Output the number of lines in the entries below with the string "absolute" in them, and nothing further.

Data excerpts START

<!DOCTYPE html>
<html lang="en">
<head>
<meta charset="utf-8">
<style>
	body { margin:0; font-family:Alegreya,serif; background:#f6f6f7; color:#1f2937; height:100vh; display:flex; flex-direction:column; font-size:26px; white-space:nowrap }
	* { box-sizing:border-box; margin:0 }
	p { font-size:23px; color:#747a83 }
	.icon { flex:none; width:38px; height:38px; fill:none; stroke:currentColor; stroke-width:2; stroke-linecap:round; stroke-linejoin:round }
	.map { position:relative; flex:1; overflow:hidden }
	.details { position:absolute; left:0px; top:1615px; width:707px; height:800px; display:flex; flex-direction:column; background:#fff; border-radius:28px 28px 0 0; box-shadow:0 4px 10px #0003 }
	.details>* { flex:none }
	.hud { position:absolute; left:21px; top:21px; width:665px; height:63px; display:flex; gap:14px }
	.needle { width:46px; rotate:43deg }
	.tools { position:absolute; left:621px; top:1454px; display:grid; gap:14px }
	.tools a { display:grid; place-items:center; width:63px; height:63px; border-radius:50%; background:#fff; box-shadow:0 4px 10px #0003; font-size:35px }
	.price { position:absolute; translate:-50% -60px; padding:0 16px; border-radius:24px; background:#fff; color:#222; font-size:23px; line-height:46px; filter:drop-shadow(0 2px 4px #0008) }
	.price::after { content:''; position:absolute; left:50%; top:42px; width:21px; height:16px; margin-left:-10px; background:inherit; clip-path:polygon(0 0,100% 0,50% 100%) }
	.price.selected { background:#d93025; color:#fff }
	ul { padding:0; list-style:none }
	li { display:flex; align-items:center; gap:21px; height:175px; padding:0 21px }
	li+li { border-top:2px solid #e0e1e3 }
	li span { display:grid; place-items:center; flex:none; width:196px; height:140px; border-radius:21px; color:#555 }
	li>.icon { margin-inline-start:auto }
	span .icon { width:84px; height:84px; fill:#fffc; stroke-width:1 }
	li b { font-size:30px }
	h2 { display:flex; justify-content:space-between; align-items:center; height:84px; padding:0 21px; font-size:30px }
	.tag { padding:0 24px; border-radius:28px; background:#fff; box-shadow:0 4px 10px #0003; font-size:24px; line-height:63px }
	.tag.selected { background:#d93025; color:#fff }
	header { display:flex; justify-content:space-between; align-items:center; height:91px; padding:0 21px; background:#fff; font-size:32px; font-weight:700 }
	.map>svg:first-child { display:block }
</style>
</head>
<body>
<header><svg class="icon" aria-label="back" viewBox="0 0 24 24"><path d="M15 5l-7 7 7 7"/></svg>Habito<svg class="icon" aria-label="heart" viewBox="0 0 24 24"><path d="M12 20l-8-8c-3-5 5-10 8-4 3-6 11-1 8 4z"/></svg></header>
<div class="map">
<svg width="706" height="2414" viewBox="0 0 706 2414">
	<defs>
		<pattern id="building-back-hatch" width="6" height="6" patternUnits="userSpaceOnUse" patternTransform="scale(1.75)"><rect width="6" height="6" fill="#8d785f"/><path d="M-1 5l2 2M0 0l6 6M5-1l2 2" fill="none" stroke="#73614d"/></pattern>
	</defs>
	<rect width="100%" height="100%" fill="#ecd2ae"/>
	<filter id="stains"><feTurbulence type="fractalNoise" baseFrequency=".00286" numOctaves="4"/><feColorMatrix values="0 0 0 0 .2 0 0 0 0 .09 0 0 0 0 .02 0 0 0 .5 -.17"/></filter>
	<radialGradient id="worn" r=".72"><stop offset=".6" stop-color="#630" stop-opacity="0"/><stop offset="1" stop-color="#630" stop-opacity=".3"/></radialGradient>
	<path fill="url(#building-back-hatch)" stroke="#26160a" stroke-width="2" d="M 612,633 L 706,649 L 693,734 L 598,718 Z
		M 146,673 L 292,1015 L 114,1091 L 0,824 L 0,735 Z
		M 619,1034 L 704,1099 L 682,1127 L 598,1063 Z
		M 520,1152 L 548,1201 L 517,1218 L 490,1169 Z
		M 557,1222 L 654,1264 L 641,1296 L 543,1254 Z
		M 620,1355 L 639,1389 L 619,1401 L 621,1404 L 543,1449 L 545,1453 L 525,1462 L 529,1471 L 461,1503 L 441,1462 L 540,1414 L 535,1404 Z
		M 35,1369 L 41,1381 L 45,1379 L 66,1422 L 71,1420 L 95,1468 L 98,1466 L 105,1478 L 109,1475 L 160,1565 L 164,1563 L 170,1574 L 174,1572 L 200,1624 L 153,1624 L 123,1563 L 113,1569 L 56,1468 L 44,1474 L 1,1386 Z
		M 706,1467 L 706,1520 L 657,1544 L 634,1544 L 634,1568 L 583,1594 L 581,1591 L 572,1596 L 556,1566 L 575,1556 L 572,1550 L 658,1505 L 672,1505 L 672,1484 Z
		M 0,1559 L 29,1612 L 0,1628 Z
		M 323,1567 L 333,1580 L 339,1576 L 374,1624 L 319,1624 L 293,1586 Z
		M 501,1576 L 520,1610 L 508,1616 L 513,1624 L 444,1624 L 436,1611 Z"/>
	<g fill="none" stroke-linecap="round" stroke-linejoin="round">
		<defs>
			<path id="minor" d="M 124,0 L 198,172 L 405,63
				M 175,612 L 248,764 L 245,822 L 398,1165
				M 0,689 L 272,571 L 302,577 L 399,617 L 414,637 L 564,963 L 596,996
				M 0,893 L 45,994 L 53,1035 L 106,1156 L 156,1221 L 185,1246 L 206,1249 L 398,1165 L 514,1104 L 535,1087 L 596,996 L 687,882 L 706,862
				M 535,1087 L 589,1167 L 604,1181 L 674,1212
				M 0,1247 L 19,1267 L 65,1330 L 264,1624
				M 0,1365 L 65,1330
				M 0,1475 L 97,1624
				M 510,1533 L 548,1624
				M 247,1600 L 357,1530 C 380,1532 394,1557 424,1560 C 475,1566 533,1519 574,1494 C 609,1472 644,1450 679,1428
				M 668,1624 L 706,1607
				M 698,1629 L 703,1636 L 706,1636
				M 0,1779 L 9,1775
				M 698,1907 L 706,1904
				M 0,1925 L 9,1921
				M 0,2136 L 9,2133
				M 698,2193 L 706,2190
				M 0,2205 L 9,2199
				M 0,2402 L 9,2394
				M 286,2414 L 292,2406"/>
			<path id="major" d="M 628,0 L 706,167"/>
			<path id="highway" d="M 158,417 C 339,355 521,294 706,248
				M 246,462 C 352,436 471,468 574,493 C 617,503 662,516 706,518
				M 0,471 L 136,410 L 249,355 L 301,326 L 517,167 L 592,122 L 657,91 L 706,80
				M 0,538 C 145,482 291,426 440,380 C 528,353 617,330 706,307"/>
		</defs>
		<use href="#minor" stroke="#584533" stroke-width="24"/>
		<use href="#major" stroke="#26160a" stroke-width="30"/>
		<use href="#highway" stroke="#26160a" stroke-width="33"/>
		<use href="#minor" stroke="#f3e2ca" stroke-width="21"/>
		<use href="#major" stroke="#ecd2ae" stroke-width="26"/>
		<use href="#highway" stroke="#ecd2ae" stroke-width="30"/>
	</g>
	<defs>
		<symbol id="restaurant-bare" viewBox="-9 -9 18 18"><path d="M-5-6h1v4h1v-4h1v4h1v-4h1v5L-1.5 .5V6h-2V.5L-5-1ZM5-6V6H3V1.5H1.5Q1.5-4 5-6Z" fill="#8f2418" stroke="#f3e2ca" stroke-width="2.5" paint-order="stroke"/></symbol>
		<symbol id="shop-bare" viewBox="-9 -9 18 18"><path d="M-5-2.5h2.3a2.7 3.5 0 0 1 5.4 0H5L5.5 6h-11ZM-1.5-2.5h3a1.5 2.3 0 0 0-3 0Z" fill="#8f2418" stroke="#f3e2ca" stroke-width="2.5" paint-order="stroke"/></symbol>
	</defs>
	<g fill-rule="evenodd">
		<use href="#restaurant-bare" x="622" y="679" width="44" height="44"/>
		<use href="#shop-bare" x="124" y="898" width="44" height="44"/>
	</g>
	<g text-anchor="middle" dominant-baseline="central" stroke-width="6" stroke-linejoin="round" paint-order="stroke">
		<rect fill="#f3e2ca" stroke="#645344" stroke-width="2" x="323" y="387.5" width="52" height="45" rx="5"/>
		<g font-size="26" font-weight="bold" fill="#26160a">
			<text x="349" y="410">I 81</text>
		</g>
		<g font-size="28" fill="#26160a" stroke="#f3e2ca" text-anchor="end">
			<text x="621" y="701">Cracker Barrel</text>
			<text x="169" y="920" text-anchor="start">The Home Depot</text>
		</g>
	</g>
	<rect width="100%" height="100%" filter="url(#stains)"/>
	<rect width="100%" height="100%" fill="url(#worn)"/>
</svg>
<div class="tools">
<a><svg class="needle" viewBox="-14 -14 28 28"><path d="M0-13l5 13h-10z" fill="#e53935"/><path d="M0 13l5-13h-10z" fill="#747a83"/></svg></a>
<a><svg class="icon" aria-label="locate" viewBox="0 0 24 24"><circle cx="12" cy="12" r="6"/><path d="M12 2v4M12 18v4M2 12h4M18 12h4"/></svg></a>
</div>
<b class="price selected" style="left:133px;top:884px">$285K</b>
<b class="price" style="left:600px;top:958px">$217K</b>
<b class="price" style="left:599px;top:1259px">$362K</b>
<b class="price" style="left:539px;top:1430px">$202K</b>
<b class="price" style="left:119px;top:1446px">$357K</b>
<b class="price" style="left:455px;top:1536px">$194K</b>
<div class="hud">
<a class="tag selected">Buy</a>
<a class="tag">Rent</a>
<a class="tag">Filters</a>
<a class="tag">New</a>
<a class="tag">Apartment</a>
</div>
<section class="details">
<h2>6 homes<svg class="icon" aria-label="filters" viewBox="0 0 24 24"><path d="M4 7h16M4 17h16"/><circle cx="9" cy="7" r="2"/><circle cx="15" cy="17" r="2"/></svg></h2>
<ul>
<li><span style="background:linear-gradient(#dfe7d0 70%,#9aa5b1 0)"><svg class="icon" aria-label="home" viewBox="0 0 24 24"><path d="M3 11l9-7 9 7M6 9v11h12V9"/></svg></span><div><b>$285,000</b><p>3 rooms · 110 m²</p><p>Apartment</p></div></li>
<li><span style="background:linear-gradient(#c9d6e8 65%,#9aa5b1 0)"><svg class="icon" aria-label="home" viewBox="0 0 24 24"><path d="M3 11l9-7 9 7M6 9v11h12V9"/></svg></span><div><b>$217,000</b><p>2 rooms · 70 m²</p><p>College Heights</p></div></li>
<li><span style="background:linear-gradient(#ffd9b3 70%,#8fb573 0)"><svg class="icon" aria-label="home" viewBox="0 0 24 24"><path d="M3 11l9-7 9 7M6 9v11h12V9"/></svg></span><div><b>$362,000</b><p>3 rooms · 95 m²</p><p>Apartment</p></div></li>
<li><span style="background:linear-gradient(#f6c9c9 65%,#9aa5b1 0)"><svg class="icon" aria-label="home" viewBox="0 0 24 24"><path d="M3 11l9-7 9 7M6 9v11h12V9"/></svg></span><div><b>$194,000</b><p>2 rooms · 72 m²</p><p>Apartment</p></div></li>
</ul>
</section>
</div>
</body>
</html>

Data excerpts END

■ Exercise solution ■
5